[The input Boundary: Start]

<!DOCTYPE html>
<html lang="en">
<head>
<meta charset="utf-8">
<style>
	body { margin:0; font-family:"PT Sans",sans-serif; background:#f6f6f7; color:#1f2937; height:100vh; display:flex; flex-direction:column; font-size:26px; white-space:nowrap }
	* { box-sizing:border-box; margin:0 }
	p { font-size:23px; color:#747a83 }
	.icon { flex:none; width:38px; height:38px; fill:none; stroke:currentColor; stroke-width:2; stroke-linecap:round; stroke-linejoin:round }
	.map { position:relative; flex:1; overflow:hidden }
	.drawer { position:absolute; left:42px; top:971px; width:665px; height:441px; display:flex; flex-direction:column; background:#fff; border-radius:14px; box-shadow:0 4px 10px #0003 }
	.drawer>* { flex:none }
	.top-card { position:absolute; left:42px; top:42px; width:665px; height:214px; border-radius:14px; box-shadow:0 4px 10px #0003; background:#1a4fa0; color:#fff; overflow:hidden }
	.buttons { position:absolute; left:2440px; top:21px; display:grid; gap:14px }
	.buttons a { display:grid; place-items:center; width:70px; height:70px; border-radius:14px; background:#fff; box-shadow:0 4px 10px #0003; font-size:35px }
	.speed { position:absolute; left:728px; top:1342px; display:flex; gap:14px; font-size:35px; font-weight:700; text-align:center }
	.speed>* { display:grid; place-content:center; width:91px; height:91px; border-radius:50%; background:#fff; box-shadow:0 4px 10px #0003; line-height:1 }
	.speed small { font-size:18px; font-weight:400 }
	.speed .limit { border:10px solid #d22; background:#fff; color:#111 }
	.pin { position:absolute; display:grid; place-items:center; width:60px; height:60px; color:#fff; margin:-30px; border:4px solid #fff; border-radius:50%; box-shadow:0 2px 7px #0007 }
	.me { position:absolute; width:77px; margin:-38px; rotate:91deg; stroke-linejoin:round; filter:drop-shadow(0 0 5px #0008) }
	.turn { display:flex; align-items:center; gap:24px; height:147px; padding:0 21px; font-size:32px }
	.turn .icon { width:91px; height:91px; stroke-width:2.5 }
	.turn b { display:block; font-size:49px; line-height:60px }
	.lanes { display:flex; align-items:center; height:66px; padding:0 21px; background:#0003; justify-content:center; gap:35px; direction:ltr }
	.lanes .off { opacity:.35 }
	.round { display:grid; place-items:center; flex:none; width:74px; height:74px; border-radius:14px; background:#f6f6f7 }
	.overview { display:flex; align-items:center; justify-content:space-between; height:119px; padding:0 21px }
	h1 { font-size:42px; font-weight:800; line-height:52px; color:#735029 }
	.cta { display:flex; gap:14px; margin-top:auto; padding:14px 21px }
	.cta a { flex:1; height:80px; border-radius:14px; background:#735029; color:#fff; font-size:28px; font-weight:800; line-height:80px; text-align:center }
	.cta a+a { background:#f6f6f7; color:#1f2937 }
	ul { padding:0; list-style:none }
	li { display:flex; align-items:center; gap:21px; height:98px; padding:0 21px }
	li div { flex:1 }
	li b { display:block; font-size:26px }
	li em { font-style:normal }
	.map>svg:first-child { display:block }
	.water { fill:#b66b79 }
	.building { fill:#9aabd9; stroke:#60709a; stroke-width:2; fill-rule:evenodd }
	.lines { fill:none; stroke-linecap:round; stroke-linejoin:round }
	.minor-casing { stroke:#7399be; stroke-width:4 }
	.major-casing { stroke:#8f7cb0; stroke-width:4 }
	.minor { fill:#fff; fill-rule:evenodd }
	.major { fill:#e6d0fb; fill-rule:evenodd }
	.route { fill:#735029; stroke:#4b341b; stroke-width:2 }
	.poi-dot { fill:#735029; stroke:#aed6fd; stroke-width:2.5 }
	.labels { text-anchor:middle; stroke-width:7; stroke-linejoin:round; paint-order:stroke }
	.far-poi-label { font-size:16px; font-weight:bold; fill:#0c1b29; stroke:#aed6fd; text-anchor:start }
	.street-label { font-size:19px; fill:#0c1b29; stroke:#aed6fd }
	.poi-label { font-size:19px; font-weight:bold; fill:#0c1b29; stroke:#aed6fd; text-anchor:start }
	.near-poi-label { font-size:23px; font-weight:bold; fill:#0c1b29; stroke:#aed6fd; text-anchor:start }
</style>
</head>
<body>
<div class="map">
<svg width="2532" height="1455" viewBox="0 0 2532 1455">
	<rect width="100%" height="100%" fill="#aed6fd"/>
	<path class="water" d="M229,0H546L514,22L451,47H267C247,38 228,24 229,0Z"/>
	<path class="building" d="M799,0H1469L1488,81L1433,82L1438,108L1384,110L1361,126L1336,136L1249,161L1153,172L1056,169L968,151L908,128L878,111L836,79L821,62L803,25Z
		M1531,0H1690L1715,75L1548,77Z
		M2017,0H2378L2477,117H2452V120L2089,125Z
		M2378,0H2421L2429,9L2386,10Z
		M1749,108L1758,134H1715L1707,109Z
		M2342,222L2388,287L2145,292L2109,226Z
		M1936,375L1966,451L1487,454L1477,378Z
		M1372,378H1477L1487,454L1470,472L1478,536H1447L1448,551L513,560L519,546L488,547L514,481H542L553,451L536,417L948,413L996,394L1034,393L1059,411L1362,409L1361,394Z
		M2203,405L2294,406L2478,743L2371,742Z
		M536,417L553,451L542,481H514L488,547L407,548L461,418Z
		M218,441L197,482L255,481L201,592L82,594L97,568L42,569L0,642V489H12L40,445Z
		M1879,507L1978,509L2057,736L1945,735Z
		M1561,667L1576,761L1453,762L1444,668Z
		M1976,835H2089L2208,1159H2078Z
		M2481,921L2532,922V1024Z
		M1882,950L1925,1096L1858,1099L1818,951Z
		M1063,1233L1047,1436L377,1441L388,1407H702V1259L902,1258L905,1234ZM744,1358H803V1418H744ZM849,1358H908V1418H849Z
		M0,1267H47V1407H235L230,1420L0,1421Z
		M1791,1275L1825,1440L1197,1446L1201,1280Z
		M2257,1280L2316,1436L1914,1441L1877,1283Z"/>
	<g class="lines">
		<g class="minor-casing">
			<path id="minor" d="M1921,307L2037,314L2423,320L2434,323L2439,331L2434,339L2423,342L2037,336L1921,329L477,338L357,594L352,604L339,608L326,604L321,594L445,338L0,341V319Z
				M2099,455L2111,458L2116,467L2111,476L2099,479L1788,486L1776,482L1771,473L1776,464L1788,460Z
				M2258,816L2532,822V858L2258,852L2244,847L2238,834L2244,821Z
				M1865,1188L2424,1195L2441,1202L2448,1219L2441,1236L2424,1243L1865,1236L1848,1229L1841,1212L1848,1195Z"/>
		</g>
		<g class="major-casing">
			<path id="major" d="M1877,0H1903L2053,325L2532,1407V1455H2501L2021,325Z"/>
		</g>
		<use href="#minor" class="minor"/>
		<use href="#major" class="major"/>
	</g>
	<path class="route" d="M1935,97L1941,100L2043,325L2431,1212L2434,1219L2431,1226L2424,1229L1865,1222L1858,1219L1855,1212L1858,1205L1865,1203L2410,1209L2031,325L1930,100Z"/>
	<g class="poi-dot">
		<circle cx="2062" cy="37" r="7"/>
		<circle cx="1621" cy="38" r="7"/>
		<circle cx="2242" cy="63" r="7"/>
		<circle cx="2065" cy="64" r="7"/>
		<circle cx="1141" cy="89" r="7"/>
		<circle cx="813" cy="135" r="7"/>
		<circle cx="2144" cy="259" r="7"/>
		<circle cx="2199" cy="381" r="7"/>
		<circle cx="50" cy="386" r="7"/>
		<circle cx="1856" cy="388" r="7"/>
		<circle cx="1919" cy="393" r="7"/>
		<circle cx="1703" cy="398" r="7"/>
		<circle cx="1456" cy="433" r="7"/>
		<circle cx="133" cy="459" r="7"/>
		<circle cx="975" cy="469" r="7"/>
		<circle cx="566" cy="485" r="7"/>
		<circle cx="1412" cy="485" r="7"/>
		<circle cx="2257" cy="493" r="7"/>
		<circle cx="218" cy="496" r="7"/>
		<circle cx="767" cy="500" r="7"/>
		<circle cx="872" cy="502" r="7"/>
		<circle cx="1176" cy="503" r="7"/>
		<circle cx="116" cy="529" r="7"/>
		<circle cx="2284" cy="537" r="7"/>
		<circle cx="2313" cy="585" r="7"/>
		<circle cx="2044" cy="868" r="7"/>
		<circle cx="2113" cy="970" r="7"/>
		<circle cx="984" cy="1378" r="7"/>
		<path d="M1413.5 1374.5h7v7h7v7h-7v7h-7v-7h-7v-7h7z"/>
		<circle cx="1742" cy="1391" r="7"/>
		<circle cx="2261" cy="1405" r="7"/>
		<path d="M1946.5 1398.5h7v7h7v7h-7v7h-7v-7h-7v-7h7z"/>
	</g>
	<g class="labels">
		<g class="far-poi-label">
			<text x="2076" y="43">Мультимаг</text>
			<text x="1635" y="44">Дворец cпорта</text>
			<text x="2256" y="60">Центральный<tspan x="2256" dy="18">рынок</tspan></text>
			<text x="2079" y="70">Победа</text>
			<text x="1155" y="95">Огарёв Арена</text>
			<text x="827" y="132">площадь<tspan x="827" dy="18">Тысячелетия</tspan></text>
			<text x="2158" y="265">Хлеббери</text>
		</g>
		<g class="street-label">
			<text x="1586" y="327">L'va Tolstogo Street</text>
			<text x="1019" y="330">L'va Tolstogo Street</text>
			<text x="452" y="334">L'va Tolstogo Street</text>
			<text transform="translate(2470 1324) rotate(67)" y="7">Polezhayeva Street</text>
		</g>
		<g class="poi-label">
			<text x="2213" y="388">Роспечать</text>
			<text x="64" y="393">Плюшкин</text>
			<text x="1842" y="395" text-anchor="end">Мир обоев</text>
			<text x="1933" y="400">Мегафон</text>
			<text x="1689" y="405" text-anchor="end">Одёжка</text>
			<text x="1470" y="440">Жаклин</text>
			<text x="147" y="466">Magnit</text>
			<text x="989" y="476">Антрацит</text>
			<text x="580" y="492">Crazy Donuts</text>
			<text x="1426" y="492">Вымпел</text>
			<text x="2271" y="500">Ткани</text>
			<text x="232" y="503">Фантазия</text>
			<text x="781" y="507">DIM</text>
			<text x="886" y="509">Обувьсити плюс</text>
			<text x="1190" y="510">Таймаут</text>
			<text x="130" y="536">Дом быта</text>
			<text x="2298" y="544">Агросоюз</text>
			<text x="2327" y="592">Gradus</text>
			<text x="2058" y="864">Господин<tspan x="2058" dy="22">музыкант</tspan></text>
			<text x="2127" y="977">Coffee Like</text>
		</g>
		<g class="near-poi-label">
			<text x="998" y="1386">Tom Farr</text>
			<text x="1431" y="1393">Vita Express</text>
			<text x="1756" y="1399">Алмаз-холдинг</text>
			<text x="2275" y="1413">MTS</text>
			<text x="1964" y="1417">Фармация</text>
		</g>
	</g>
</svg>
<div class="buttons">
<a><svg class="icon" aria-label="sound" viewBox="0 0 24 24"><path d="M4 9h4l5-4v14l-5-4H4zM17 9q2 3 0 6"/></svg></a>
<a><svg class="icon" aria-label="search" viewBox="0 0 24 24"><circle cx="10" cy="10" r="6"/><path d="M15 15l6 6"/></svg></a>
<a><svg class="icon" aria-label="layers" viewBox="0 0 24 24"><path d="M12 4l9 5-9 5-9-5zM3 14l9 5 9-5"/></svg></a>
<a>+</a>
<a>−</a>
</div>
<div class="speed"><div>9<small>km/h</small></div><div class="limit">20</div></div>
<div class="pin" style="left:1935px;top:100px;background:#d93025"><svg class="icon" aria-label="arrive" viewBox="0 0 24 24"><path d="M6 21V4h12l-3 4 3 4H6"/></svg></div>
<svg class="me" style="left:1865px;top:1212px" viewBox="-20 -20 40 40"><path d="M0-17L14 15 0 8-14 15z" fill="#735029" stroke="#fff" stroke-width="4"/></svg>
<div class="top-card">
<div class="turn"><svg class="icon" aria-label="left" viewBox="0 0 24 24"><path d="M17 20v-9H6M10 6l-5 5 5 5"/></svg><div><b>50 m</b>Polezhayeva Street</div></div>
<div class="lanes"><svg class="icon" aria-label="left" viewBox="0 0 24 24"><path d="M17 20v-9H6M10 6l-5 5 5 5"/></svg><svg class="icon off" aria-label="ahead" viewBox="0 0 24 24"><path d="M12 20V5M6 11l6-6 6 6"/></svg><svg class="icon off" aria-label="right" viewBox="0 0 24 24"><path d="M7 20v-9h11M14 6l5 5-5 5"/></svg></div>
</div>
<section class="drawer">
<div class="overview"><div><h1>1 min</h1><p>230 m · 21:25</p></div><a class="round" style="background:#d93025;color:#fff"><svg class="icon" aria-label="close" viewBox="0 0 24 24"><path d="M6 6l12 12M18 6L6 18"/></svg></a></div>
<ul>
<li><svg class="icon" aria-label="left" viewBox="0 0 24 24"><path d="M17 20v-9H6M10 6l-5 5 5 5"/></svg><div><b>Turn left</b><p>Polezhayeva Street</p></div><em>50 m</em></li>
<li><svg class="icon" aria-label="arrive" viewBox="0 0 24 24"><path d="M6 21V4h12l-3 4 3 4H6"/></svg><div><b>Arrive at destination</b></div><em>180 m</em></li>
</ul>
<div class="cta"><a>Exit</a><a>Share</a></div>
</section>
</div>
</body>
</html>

[The input Boundary: End]

Pull out all lines in the data above that include "hidden".

Task solution:
	.map { position:relative; flex:1; overflow:hidden }
	.top-card { position:absolute; left:42px; top:42px; width:665px; height:214px; border-radius:14px; box-shadow:0 4px 10px #0003; background:#1a4fa0; color:#fff; overflow:hidden }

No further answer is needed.